> Exercise aim: Down to the last line, transcribe the records verbatim and exclude the images.

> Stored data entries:

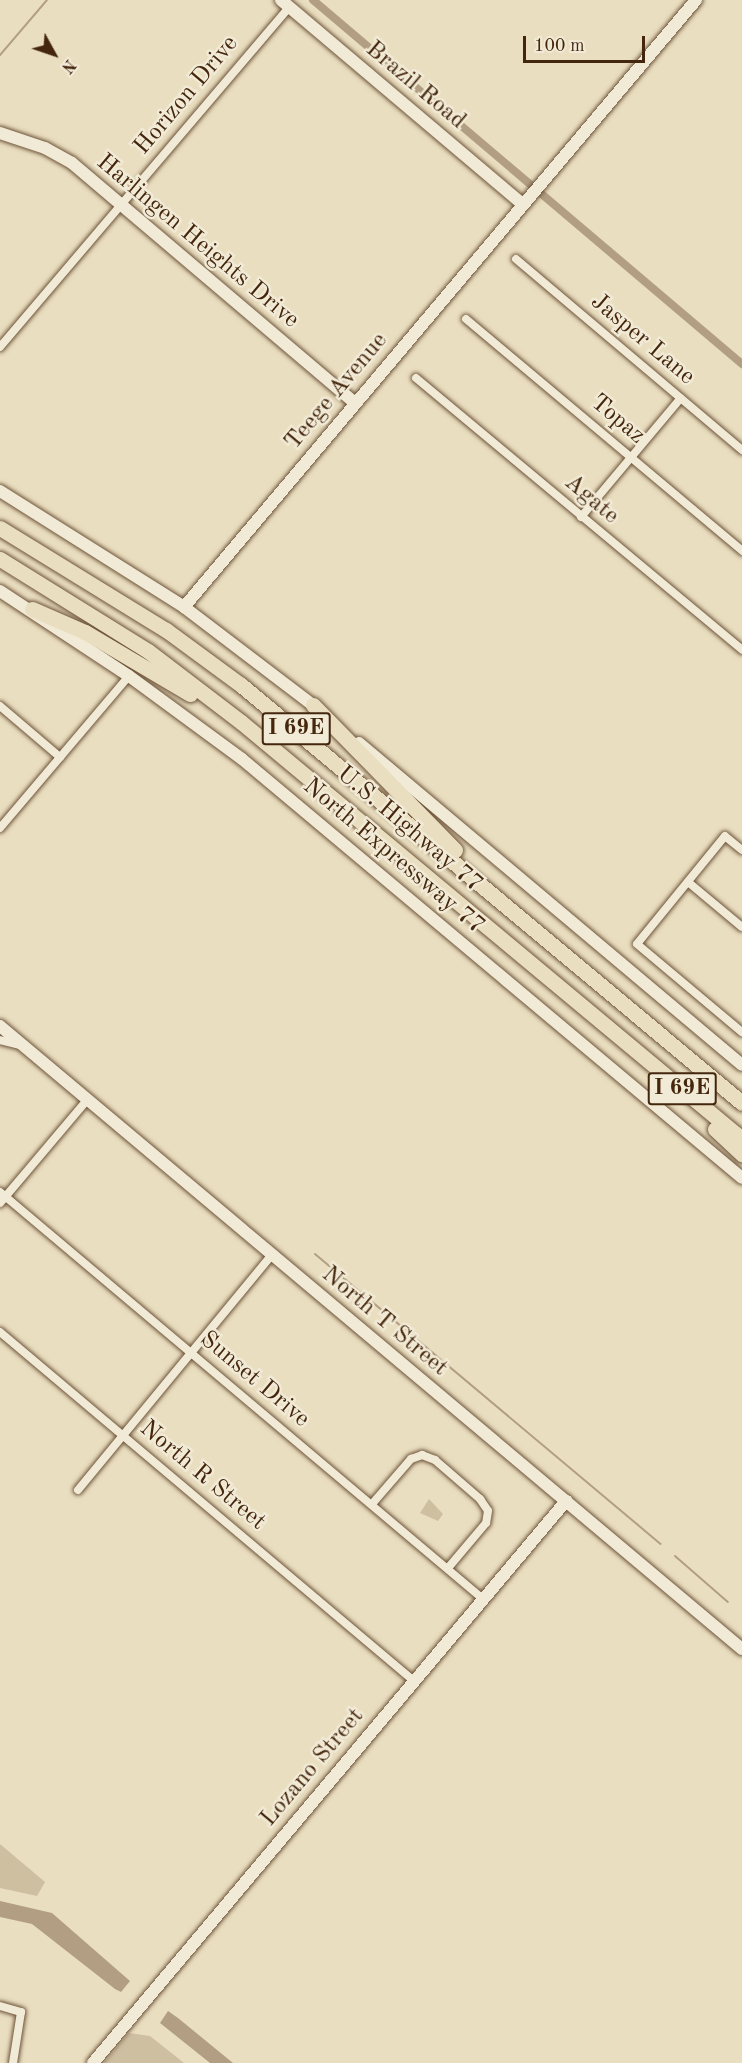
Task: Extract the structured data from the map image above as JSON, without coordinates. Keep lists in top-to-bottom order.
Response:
{
  "streets": {
    "highway": ["I 69E", "U.S. Highway 77"],
    "street": [
      "Brazil Road",
      "Horizon Drive",
      "Harlingen Heights Drive",
      "Jasper Lane",
      "Teege Avenue",
      "Topaz",
      "Agate",
      "North Expressway 77",
      "North T Street",
      "Sunset Drive",
      "North R Street",
      "Lozano Street"
    ]
  },
  "crossings": [
    ["Brazil Road", "Horizon Drive"],
    ["Brazil Road", "Teege Avenue"],
    ["Horizon Drive", "Harlingen Heights Drive"],
    ["Harlingen Heights Drive", "Teege Avenue"],
    ["North T Street", "Lozano Street"],
    ["Sunset Drive", "Lozano Street"],
    ["North R Street", "Lozano Street"]
  ],
  "scale_bar": "100 m",
  "north": "bottom right"
}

> Answer to the exercise:
Task: Extract the structured data from the map image above as JSON, without coordinates. Keep lists in top-to-bottom order.
Response:
{
  "streets": {
    "highway": ["I 69E", "U.S. Highway 77"],
    "street": [
      "Brazil Road",
      "Horizon Drive",
      "Harlingen Heights Drive",
      "Jasper Lane",
      "Teege Avenue",
      "Topaz",
      "Agate",
      "North Expressway 77",
      "North T Street",
      "Sunset Drive",
      "North R Street",
      "Lozano Street"
    ]
  },
  "crossings": [
    ["Brazil Road", "Horizon Drive"],
    ["Brazil Road", "Teege Avenue"],
    ["Horizon Drive", "Harlingen Heights Drive"],
    ["Harlingen Heights Drive", "Teege Avenue"],
    ["North T Street", "Lozano Street"],
    ["Sunset Drive", "Lozano Street"],
    ["North R Street", "Lozano Street"]
  ],
  "scale_bar": "100 m",
  "north": "bottom right"
}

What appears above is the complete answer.